[[ AVAILABLE DATA open ]]

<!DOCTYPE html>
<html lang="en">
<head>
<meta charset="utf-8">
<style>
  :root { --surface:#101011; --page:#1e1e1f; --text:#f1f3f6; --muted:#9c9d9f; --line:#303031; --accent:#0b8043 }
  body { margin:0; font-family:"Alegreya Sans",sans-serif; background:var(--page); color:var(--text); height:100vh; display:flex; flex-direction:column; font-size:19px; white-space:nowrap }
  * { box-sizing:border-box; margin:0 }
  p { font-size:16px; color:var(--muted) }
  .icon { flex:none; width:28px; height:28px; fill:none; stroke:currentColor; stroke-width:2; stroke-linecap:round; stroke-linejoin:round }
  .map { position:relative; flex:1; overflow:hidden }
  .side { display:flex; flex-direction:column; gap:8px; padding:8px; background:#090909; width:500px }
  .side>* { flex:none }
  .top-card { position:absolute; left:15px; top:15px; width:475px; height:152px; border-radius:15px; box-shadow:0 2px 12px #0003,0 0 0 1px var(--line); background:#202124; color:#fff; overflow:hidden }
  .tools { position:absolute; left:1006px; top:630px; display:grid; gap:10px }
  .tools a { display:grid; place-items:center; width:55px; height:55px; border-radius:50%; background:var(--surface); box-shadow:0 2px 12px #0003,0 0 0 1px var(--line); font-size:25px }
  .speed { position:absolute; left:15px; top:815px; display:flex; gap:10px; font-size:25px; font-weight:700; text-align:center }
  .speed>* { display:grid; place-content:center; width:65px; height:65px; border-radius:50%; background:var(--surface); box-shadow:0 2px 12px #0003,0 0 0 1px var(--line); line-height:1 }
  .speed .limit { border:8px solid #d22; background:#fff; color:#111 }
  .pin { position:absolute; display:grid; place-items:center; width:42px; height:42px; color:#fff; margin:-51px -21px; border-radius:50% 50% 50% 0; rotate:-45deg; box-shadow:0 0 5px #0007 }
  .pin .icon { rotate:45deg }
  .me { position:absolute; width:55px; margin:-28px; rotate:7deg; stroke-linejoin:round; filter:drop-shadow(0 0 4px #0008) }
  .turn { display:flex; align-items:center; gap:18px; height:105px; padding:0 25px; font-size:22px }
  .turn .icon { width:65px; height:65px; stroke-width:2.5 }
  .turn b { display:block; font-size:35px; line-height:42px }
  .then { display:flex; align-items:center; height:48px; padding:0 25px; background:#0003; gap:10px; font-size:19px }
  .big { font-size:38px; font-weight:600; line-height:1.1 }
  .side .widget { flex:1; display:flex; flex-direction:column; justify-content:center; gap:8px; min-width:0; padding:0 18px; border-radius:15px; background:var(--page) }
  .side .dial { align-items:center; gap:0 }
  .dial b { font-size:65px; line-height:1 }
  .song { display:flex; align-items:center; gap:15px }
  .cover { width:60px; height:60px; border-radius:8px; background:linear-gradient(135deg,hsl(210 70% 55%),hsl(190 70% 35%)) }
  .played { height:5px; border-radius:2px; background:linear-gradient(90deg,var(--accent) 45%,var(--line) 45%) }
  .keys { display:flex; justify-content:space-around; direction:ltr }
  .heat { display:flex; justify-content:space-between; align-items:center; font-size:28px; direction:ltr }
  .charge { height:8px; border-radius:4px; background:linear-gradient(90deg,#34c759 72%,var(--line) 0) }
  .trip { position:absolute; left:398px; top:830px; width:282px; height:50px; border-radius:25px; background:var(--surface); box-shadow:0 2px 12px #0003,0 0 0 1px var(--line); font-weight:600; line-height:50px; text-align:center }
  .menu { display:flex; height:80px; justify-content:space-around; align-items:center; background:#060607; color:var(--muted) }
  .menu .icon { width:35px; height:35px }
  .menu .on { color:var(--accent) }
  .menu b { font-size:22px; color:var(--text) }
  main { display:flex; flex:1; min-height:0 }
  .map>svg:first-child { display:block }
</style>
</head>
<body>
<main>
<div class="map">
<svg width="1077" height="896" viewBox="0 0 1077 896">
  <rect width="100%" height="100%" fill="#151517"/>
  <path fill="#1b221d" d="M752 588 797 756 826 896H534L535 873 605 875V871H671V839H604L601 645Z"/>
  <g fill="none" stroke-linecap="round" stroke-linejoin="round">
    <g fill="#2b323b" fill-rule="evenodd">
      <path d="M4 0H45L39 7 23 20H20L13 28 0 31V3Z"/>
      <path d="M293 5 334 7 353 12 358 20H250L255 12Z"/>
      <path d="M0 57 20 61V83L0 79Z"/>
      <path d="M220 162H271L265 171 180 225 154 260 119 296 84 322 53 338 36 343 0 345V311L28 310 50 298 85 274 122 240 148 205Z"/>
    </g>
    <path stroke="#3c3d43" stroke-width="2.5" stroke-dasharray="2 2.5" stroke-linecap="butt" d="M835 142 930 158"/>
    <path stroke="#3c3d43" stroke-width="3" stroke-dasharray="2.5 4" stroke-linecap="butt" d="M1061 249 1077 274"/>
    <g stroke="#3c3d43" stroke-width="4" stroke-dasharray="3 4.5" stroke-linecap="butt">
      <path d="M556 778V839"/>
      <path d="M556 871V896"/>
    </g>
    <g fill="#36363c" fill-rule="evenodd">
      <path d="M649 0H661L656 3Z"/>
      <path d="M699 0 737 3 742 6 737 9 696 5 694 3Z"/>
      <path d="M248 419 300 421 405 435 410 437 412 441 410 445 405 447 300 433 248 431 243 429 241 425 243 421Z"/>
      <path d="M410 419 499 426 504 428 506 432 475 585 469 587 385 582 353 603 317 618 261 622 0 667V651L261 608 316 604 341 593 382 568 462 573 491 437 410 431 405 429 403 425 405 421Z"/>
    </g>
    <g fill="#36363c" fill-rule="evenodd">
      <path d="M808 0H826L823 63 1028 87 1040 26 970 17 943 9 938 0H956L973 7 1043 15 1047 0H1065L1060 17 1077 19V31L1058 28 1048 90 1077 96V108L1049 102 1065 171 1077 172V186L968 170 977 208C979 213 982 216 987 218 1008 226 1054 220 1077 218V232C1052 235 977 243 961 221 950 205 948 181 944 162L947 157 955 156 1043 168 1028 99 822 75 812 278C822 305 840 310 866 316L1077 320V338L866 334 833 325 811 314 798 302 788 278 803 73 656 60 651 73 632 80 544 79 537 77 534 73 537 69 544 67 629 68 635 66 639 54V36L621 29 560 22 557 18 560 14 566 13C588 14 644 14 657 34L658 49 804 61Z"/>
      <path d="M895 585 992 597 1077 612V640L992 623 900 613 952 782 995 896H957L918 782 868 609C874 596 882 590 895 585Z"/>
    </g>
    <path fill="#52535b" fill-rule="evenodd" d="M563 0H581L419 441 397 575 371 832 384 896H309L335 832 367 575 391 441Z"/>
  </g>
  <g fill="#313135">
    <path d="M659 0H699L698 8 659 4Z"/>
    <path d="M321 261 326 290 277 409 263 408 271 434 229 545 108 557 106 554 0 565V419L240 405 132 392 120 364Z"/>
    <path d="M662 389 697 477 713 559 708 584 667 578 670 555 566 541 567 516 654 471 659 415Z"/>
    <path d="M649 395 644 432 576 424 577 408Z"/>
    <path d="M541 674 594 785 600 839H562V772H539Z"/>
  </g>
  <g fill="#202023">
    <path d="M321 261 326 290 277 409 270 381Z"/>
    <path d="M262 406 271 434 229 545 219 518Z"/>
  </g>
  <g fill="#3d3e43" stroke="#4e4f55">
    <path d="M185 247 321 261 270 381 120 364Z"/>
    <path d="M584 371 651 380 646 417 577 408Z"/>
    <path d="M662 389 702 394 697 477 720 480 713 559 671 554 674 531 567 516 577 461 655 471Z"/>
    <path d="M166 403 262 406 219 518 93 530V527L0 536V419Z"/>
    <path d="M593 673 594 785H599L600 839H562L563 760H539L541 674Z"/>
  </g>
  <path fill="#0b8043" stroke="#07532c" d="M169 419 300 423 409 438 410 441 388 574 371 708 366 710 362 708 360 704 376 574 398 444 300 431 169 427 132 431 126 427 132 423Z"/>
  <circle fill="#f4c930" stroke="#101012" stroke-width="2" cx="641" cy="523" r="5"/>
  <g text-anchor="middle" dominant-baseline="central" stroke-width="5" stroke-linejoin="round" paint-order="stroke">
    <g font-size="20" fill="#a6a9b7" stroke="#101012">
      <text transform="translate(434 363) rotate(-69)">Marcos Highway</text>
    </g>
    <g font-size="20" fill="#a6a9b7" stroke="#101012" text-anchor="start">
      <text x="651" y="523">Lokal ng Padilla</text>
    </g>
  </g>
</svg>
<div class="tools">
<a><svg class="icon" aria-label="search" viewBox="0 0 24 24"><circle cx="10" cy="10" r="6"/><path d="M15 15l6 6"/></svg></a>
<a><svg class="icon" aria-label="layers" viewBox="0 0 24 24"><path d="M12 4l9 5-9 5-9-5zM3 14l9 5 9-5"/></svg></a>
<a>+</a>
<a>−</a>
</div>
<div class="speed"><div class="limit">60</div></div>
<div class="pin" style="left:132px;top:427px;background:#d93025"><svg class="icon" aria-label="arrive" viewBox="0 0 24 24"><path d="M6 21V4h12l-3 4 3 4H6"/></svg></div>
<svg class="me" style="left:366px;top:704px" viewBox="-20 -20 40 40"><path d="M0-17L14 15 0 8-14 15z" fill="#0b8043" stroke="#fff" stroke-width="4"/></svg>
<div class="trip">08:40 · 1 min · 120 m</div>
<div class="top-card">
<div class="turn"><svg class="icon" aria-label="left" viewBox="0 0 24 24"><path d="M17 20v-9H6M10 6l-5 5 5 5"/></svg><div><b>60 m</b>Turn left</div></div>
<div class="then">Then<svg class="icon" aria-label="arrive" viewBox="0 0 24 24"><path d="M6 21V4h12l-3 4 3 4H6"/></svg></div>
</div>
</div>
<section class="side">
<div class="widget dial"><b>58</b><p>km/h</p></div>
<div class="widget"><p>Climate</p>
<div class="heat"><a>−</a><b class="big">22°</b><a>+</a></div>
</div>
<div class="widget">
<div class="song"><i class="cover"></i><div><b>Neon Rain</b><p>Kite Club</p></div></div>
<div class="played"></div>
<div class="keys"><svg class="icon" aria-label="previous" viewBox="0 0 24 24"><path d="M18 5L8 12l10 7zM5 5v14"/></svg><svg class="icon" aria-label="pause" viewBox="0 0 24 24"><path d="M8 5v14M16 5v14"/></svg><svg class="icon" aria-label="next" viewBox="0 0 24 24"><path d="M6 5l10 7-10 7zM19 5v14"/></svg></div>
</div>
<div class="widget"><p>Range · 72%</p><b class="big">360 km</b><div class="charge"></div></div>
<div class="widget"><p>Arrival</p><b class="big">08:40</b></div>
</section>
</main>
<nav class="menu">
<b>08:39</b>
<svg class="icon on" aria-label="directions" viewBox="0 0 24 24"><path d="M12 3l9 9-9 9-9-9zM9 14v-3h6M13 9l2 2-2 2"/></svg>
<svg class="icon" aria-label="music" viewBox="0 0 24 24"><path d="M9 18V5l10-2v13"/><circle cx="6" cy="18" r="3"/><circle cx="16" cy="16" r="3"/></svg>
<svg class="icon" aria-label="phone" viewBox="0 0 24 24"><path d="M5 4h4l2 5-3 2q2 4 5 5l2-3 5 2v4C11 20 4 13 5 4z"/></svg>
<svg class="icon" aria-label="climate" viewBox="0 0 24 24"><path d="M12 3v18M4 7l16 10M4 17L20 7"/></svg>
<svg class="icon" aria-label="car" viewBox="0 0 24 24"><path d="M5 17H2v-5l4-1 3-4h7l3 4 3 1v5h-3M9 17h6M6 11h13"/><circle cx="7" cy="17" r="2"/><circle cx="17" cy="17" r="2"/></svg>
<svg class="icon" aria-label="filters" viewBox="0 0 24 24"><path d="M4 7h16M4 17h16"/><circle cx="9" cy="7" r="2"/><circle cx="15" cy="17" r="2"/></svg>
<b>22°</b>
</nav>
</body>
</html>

[[ AVAILABLE DATA closed ]]

◆ AIM OF THE EXERCISE ◆
Every line containing the word "hidden" must be copied from the material above.

◆ RESPONSE AREA ◆
  .map { position:relative; flex:1; overflow:hidden }
  .top-card { position:absolute; left:15px; top:15px; width:475px; height:152px; border-radius:15px; box-shadow:0 2px 12px #0003,0 0 0 1px var(--line); background:#202124; color:#fff; overflow:hidden }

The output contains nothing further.